When you understand that, prayer becomes really important. Because it is not changing God. I’m not changing God and His will and purpose. I have the privilege of being an instrument, a means that God uses to ultimately fulfill His eternal purpose. If you will, I mean this in a nontheological way, but I am in a sense cooperating with God in that purpose. He made that end through the means of my prayer. 

 

So, it’s really a beautiful thing and that’s why we pray is because God who has decreed all things that will come to pass may very well and often does decree that it will happen in answer to the prayers of His people. So, keep praying. Keeping sharing the gospel because God may have very well decreed that you will be the means to that end. 

 

Sorry, got one quick question. Let me see what I can do.

 

UNKNOWN PERSON: As quick as I can. A few weeks ago, we had a baptism service. One of the themes that seemed to carry through everyone’s testimony was “I made a decision as a youngster, and I grew up and I realized that was a false decision.” I was just wondering a bunch of adults or people who have young children, do you have any advice on how we can approach the concept of salvation with our 5- or 6-year-olds where we can give them the truth?

 

PASTOR TOM: I understand exactly where you are coming from.
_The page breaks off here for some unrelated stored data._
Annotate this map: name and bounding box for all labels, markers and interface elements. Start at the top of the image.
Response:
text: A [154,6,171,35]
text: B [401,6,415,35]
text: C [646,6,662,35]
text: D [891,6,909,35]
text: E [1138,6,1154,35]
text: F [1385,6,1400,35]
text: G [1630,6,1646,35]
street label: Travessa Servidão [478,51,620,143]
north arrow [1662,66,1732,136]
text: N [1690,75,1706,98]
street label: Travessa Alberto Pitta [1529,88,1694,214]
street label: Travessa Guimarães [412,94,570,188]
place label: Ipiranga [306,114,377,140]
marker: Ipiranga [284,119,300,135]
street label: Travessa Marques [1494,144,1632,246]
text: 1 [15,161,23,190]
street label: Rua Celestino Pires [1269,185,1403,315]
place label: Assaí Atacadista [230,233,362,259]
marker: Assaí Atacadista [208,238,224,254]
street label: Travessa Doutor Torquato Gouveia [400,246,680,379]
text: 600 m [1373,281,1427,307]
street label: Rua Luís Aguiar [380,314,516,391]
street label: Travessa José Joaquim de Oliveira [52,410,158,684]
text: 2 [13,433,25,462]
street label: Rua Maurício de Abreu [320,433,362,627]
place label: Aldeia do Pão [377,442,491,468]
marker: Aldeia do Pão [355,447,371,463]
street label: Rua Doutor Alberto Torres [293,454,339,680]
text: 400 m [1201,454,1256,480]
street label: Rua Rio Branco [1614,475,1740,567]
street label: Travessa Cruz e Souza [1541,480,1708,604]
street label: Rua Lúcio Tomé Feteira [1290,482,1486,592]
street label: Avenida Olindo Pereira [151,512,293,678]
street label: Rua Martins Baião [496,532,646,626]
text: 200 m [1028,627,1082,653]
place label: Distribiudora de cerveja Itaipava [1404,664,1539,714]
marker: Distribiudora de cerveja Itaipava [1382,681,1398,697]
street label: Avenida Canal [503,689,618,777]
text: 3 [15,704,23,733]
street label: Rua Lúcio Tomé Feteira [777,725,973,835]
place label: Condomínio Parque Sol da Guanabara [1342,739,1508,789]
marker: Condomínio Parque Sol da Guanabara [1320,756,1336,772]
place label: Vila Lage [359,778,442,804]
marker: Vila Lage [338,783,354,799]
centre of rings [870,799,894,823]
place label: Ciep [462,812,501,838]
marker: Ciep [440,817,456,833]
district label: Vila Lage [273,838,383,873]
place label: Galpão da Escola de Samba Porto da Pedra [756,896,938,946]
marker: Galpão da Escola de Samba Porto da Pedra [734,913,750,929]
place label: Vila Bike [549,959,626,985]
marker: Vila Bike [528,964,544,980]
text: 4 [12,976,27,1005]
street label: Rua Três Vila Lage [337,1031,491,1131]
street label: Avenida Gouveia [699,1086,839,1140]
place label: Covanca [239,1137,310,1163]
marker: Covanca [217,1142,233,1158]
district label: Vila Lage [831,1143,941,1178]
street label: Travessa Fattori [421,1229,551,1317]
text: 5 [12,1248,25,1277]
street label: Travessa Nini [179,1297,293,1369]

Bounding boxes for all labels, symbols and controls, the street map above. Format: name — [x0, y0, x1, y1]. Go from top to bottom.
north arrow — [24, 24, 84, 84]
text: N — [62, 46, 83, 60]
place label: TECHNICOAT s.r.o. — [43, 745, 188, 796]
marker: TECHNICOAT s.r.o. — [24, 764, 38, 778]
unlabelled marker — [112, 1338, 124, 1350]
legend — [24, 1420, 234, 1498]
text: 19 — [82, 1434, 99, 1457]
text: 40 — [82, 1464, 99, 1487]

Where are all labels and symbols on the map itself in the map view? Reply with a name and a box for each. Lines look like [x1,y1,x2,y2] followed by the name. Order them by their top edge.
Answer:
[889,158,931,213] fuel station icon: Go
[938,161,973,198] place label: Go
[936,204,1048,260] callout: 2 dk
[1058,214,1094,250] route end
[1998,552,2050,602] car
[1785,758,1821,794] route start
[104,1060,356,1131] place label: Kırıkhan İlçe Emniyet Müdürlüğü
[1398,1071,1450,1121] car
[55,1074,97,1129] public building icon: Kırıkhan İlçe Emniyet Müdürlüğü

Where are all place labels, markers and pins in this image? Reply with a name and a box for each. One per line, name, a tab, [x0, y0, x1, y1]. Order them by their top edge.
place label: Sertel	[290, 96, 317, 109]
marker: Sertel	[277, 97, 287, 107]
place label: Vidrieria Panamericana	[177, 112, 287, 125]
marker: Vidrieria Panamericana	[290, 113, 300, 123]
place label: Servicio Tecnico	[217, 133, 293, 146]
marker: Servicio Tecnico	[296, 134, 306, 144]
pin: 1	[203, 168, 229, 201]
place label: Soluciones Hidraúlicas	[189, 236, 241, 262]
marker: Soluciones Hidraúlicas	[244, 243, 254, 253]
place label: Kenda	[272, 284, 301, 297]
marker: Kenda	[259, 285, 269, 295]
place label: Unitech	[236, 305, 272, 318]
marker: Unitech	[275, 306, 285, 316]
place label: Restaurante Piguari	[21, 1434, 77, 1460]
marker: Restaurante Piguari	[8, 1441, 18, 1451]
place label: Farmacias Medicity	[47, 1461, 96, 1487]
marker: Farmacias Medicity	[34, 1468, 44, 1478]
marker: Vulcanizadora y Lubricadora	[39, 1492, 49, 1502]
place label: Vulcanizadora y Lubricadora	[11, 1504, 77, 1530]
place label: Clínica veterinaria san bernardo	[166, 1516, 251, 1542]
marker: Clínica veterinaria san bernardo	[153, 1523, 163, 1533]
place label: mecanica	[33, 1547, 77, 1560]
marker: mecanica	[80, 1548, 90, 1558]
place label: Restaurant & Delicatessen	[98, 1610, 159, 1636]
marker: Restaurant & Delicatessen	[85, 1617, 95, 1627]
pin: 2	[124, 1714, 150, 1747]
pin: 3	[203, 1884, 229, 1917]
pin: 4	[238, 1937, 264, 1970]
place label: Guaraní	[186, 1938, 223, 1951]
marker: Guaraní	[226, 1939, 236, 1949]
Let me encourage you to do this because I don’t have time to answer this question thoroughly. Our elders have written up a little statement. John Anderson our family pastor has it. It talks about evangelizing our children. Get a copy of that from him because that will answer the question in full. But the short version is you share the gospel, you keep encouraging every little step toward Christ, you don’t just write the date in their Bible. You don’t assure them they are Christians. You know, you don’t want to discourage them, nor do you want to say to your 4-year-old who wants to please their mom and dad, “Oh, you are now a Christian! That’s a wonderful thing!” And treat them like Christians from that day forward. There’s a balance and the balance is “Sweetheart,” and I remember saying this young daughters, “that is so encouraging. It encourages me to see God at work in your heart and life and drawing you to Himself. You keep following Christ because that will be the ultimate proof that you are really His.” And that way, you are doing neither. You’re not falling off on either path. Because we don’t know at what age someone is fully able to comprehend the gospel and be regenerated. So just keep being faithful. Share the gospel. Be encouraging but don’t give them the ultimate “You are a Christian now.” Okay.

 

Wait. That’s why we don’t baptize kids until their old enough to begin to show their own will separate from their parents because we want to have time to see the reality of that unfold. Anyway, get that statement. That will answer it much more thoroughly than I just did.

 

Great questions. Seth is going to come lead us in a closing song and then we will be dismissed.